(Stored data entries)

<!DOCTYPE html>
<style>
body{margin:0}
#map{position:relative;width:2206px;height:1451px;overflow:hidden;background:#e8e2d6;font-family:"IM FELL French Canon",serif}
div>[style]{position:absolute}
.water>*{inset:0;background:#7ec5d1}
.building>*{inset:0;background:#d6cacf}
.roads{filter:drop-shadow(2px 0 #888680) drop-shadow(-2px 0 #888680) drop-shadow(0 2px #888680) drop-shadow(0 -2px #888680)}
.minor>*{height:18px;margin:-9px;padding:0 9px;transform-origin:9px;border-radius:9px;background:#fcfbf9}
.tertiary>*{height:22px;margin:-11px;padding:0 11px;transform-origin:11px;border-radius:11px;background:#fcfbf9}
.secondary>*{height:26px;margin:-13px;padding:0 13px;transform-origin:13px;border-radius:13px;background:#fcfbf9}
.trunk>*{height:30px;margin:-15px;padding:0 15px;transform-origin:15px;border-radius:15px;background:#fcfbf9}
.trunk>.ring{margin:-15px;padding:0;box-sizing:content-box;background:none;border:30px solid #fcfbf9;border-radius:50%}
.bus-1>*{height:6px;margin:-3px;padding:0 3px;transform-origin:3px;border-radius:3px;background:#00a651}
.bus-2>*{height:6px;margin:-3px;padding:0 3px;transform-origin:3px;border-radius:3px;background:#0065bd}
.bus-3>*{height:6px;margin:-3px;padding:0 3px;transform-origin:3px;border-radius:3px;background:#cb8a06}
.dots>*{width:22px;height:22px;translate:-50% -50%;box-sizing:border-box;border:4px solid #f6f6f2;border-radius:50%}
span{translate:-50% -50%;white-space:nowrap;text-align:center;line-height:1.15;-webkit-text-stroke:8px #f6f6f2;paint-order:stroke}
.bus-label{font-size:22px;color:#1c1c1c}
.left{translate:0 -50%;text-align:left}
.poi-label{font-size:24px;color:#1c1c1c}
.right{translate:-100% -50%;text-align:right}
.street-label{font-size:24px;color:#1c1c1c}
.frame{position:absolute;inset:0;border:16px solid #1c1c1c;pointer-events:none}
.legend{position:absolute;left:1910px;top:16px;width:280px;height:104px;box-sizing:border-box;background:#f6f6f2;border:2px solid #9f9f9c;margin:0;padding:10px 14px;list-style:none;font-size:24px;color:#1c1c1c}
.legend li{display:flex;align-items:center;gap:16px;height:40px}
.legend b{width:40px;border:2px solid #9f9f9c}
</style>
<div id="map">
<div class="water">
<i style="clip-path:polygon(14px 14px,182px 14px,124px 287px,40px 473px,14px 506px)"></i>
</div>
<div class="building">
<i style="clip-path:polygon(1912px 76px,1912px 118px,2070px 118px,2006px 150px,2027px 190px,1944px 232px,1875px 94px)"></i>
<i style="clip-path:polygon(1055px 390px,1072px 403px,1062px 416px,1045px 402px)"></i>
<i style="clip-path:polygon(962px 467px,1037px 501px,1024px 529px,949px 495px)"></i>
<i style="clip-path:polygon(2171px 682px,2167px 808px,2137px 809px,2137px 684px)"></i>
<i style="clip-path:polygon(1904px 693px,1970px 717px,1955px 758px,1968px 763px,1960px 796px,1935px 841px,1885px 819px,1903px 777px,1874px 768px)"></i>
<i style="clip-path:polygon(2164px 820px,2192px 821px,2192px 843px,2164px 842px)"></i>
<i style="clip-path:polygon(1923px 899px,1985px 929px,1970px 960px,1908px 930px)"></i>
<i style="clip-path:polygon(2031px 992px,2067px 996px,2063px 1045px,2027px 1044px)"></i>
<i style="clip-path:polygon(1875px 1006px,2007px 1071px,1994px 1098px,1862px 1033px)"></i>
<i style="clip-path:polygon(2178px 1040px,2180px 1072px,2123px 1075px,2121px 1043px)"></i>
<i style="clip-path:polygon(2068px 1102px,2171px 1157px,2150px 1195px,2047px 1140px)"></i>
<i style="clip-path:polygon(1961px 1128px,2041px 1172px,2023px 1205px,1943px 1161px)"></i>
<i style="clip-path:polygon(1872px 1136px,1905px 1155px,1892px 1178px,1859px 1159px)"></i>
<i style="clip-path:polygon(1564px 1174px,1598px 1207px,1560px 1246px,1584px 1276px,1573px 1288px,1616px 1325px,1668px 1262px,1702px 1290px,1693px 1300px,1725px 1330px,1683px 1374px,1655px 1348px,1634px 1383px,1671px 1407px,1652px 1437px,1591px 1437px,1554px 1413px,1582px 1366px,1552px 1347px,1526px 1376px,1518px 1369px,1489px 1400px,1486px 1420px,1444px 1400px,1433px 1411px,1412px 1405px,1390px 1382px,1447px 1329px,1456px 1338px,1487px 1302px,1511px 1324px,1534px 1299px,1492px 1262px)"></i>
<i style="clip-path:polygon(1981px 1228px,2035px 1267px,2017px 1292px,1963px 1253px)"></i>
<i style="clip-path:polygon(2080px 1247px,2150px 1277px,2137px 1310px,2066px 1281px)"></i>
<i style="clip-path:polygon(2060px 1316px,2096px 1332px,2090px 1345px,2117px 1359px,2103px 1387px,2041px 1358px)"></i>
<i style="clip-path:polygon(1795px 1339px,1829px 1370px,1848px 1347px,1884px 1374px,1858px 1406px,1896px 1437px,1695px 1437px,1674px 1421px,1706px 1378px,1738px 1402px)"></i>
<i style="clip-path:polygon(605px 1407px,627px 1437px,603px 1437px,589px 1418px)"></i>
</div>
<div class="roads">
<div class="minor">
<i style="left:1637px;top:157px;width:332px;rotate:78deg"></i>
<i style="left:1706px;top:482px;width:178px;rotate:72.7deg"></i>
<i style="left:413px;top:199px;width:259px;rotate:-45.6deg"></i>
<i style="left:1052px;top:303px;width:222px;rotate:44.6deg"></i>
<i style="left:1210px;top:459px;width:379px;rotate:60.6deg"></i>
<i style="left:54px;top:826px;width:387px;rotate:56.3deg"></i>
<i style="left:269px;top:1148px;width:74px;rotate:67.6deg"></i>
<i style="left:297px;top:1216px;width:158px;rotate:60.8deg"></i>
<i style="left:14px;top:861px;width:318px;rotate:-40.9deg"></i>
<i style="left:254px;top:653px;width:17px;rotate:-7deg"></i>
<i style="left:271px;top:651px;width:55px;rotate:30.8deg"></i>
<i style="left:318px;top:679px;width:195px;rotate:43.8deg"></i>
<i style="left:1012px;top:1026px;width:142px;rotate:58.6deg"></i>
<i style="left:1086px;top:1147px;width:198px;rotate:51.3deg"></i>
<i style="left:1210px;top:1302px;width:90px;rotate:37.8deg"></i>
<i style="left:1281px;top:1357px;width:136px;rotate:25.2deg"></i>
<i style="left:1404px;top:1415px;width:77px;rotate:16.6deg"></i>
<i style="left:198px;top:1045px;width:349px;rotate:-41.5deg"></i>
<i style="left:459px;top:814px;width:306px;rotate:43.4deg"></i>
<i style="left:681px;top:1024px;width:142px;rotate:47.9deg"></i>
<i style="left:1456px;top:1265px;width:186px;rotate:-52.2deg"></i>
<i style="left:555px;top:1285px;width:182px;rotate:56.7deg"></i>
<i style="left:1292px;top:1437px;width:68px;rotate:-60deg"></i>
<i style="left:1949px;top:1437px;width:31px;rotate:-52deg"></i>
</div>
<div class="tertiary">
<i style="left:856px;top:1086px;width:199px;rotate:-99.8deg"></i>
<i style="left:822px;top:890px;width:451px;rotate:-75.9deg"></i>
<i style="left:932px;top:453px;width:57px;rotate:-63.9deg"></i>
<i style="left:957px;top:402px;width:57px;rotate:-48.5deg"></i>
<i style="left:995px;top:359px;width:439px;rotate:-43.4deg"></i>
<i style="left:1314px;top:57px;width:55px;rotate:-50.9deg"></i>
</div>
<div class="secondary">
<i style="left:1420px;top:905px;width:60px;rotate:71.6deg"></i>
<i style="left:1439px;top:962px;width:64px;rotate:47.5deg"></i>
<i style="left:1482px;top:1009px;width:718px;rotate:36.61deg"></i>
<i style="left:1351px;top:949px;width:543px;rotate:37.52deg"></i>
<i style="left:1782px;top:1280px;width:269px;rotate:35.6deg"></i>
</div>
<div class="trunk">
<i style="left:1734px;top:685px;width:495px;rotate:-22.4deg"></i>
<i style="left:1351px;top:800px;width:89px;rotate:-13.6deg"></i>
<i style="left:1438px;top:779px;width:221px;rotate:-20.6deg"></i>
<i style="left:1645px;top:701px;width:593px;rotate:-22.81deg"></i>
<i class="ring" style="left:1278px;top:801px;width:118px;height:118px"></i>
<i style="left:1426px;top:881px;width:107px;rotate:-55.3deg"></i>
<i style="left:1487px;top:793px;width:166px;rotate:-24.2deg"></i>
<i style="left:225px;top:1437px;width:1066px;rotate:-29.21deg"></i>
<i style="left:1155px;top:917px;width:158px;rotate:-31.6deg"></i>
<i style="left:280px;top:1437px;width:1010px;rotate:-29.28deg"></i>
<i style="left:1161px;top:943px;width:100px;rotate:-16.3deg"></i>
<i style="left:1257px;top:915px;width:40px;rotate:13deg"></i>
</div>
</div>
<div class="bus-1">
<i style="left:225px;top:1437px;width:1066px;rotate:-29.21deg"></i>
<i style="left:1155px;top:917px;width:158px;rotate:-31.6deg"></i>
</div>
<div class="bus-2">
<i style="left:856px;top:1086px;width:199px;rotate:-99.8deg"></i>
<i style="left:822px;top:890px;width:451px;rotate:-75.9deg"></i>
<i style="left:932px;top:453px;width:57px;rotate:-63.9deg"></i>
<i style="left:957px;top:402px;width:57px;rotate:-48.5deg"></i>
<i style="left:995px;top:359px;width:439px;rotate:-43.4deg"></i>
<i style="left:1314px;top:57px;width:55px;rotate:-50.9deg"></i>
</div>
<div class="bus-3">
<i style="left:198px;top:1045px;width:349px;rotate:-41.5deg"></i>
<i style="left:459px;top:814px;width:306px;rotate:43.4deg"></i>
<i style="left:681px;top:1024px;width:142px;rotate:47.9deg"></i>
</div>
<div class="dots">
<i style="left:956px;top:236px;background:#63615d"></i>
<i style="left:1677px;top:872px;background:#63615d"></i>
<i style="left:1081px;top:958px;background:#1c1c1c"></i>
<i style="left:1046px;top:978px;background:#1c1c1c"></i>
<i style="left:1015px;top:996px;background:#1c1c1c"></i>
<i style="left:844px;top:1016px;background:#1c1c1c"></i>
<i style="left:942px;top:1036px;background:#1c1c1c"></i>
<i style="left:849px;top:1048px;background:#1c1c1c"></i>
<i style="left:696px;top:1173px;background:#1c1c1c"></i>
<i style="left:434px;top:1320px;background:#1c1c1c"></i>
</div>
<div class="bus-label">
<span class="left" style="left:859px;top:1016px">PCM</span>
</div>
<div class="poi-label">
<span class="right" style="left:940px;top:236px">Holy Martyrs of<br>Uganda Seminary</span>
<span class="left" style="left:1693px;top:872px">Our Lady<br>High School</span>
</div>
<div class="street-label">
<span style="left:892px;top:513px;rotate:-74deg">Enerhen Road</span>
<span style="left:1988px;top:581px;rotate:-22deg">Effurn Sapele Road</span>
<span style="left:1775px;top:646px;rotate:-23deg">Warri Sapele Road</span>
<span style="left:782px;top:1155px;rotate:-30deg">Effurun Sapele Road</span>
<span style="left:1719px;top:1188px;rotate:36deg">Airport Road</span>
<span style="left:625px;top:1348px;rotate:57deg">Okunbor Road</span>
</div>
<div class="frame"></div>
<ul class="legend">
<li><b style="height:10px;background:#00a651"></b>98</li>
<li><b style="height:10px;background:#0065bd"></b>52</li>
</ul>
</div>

ASSIGNED TASK: Return exactly the lines from the beginning of the data above through the one containing "0 #888680) drop-shadow(-2px", please. Include both end lines and add nothing else.

ANSWER SECTION:
<!DOCTYPE html>
<style>
body{margin:0}
#map{position:relative;width:2206px;height:1451px;overflow:hidden;background:#e8e2d6;font-family:"IM FELL French Canon",serif}
div>[style]{position:absolute}
.water>*{inset:0;background:#7ec5d1}
.building>*{inset:0;background:#d6cacf}
.roads{filter:drop-shadow(2px 0 #888680) drop-shadow(-2px 0 #888680) drop-shadow(0 2px #888680) drop-shadow(0 -2px #888680)}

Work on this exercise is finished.